INFORMATION SUPPLIED:
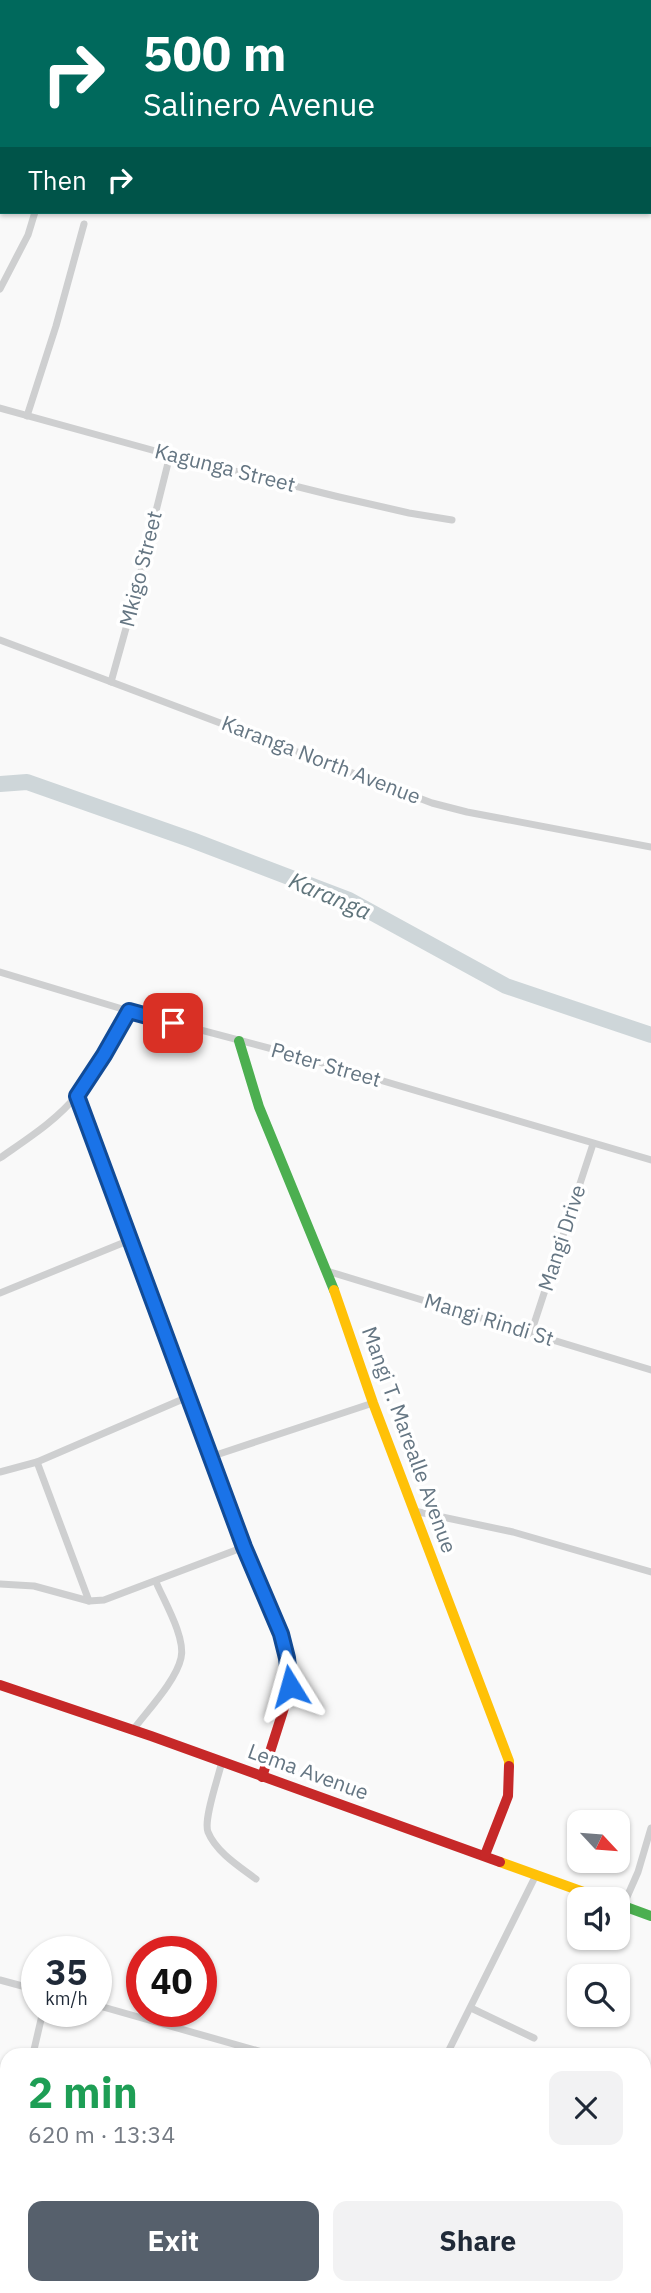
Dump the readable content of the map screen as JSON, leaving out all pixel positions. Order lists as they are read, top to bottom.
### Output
{
  "streets": {
    "street": [
      "Kagunga Street",
      "Mkigo Street",
      "Karanga North Avenue",
      "Peter Street",
      "Mangi Drive",
      "Mangi Rindi St",
      "Mangi T. Marealle Avenue",
      "Lema Avenue"
    ]
  },
  "crossings": [
    ["Kagunga Street", "Mkigo Street"],
    ["Mkigo Street", "Karanga North Avenue"],
    ["Peter Street", "Mangi Drive"],
    ["Peter Street", "Mangi T. Marealle Avenue"],
    ["Mangi Drive", "Mangi Rindi St"],
    ["Mangi Rindi St", "Mangi T. Marealle Avenue"],
    ["Mangi T. Marealle Avenue", "Lema Avenue"]
  ],
  "water": ["Karanga"],
  "north": "bottom right",
  "page": {
    "turn": ["500 m", "Salinero Avenue"],
    "then": "Then",
    "speed": "35 km/h",
    "limit": "40",
    "heading": ["2 min", "620 m · 13:34"],
    "buttons": ["Exit", "Share"]
  }
}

TASK REQUIREMENTS: Would you print the material exactly once more, without any of its pictures?

COMPLETED TASK:
Dump the readable content of the map screen as JSON, leaving out all pixel positions. Order lists as they are read, top to bottom.
### Output
{
  "streets": {
    "street": [
      "Kagunga Street",
      "Mkigo Street",
      "Karanga North Avenue",
      "Peter Street",
      "Mangi Drive",
      "Mangi Rindi St",
      "Mangi T. Marealle Avenue",
      "Lema Avenue"
    ]
  },
  "crossings": [
    ["Kagunga Street", "Mkigo Street"],
    ["Mkigo Street", "Karanga North Avenue"],
    ["Peter Street", "Mangi Drive"],
    ["Peter Street", "Mangi T. Marealle Avenue"],
    ["Mangi Drive", "Mangi Rindi St"],
    ["Mangi Rindi St", "Mangi T. Marealle Avenue"],
    ["Mangi T. Marealle Avenue", "Lema Avenue"]
  ],
  "water": ["Karanga"],
  "north": "bottom right",
  "page": {
    "turn": ["500 m", "Salinero Avenue"],
    "then": "Then",
    "speed": "35 km/h",
    "limit": "40",
    "heading": ["2 min", "620 m · 13:34"],
    "buttons": ["Exit", "Share"]
  }
}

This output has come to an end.